== Segment start ==

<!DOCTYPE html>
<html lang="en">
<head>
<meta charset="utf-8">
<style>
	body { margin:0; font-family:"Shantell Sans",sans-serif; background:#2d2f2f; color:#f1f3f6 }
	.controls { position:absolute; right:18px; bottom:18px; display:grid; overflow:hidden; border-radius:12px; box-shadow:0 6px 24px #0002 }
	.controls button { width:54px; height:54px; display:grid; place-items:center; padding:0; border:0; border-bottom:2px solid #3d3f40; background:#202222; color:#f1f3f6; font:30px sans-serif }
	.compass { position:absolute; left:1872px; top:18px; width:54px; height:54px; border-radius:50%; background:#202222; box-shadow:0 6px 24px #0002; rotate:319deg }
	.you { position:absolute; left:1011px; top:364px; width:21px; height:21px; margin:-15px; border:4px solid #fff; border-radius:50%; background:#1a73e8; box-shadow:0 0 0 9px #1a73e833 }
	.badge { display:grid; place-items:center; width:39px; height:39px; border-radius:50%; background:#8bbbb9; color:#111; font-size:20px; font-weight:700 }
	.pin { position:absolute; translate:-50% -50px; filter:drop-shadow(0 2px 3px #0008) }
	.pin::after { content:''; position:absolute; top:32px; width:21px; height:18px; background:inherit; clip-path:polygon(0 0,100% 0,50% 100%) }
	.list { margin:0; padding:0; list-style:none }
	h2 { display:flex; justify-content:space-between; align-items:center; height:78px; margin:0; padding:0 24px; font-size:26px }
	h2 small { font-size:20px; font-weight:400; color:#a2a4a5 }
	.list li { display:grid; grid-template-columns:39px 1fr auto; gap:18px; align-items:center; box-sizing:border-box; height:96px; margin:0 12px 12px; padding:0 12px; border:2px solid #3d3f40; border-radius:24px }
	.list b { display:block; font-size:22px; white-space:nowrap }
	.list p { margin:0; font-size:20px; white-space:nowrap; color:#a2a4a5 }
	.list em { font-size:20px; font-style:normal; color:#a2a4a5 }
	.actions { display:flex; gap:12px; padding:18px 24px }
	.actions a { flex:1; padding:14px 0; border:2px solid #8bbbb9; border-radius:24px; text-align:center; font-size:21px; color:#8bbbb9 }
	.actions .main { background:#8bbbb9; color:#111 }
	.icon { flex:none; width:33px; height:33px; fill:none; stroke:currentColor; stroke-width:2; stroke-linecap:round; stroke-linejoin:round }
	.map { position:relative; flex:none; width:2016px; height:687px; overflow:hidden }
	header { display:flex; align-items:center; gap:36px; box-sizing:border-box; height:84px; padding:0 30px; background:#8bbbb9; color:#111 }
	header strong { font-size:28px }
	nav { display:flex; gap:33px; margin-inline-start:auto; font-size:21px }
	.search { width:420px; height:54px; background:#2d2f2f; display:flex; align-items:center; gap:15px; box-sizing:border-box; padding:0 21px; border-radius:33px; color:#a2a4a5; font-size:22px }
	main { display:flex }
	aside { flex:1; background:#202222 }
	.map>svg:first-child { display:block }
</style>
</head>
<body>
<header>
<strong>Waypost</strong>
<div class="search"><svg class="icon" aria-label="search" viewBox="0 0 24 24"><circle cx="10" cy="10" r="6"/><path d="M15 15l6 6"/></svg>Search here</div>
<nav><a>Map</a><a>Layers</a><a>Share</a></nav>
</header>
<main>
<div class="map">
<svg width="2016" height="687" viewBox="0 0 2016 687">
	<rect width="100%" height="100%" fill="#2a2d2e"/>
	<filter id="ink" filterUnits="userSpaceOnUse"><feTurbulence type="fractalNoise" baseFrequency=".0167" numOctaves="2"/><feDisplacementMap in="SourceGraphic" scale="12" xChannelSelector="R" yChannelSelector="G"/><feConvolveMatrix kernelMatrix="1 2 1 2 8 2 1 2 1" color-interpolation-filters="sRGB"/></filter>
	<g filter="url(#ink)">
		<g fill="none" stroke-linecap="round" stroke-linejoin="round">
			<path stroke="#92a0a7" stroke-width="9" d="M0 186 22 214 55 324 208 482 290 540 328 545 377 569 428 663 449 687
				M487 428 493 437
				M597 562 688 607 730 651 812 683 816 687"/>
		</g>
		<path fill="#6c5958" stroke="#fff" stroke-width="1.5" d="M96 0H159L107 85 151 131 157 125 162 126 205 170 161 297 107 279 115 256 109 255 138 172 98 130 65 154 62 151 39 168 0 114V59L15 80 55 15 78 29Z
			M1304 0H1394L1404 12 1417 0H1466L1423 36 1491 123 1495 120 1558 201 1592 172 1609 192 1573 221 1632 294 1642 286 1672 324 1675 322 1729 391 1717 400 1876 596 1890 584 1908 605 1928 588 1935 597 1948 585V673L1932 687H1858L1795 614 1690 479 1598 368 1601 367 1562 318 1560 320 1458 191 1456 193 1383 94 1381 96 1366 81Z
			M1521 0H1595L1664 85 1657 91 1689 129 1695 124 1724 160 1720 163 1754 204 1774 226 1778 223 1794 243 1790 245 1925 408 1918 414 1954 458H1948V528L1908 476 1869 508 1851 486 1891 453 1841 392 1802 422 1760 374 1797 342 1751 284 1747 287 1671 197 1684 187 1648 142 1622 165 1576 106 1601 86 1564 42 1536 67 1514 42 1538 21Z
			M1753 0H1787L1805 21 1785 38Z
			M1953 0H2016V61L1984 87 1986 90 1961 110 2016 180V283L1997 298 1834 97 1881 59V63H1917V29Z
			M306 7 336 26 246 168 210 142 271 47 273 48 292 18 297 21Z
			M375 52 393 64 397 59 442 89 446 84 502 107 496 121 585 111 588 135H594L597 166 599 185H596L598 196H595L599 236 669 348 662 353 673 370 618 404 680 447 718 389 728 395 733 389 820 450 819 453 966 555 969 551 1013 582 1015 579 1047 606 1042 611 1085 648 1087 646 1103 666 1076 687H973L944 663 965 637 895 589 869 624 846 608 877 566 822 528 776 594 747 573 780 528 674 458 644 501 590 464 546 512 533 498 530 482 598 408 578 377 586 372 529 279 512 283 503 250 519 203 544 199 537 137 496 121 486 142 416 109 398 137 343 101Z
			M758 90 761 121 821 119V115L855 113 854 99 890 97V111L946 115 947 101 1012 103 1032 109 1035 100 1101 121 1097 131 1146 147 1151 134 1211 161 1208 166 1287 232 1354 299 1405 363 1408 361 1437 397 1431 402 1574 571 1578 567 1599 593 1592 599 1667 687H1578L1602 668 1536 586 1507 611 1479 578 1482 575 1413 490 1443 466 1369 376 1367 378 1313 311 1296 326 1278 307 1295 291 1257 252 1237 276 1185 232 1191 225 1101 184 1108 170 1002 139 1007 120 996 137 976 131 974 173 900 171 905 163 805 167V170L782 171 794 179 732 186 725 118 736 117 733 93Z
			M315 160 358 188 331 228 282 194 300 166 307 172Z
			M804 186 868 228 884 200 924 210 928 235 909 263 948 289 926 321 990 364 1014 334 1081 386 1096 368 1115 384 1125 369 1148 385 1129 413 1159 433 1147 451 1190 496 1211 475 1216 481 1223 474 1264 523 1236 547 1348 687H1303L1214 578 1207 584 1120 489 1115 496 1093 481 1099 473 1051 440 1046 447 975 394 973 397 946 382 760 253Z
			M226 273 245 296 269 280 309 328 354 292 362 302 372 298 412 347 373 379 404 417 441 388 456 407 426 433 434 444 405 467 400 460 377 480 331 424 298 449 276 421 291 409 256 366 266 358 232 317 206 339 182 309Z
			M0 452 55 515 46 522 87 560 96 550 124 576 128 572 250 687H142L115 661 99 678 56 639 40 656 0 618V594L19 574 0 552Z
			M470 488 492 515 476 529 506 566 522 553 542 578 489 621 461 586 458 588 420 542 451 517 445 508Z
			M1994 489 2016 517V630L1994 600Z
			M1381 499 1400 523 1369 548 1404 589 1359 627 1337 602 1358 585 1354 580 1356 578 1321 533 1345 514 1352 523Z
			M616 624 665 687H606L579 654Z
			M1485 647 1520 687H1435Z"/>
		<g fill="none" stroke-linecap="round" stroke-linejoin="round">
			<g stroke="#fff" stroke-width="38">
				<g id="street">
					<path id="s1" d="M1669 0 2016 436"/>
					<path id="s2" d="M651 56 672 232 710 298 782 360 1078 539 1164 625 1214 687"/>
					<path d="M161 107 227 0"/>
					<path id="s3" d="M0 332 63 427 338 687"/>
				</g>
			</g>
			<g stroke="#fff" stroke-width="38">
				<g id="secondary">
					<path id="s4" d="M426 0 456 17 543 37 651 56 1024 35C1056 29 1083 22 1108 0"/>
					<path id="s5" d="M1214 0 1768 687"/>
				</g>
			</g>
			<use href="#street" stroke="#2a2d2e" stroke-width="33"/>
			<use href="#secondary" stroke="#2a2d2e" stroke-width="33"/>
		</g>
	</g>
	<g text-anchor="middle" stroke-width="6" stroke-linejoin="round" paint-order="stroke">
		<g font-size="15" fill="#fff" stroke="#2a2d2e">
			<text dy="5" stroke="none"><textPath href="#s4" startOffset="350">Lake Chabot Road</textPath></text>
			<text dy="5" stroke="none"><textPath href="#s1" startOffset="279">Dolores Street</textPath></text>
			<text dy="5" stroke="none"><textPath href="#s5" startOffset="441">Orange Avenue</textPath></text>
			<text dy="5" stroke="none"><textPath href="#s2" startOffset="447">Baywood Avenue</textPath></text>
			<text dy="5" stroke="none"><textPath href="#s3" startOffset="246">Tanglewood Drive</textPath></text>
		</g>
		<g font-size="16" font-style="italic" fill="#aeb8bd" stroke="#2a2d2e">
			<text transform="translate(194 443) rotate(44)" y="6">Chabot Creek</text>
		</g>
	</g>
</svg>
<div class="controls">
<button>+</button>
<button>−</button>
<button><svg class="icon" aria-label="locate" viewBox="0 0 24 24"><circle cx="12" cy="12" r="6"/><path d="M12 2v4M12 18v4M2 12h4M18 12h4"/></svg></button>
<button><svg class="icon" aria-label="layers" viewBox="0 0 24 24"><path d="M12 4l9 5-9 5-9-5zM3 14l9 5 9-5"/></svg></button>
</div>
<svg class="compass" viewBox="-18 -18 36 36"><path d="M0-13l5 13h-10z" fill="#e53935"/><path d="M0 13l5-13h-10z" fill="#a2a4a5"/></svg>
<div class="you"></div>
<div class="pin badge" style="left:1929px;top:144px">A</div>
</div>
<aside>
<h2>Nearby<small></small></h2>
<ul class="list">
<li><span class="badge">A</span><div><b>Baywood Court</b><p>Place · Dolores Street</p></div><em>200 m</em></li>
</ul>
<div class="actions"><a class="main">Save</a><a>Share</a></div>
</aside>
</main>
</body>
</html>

== Segment end ==

[What you should do]: In the listing, find each line with the string "controls" and copy it.

[Written response]:
	.controls { position:absolute; right:18px; bottom:18px; display:grid; overflow:hidden; border-radius:12px; box-shadow:0 6px 24px #0002 }
	.controls button { width:54px; height:54px; display:grid; place-items:center; padding:0; border:0; border-bottom:2px solid #3d3f40; background:#202222; color:#f1f3f6; font:30px sans-serif }
<div class="controls">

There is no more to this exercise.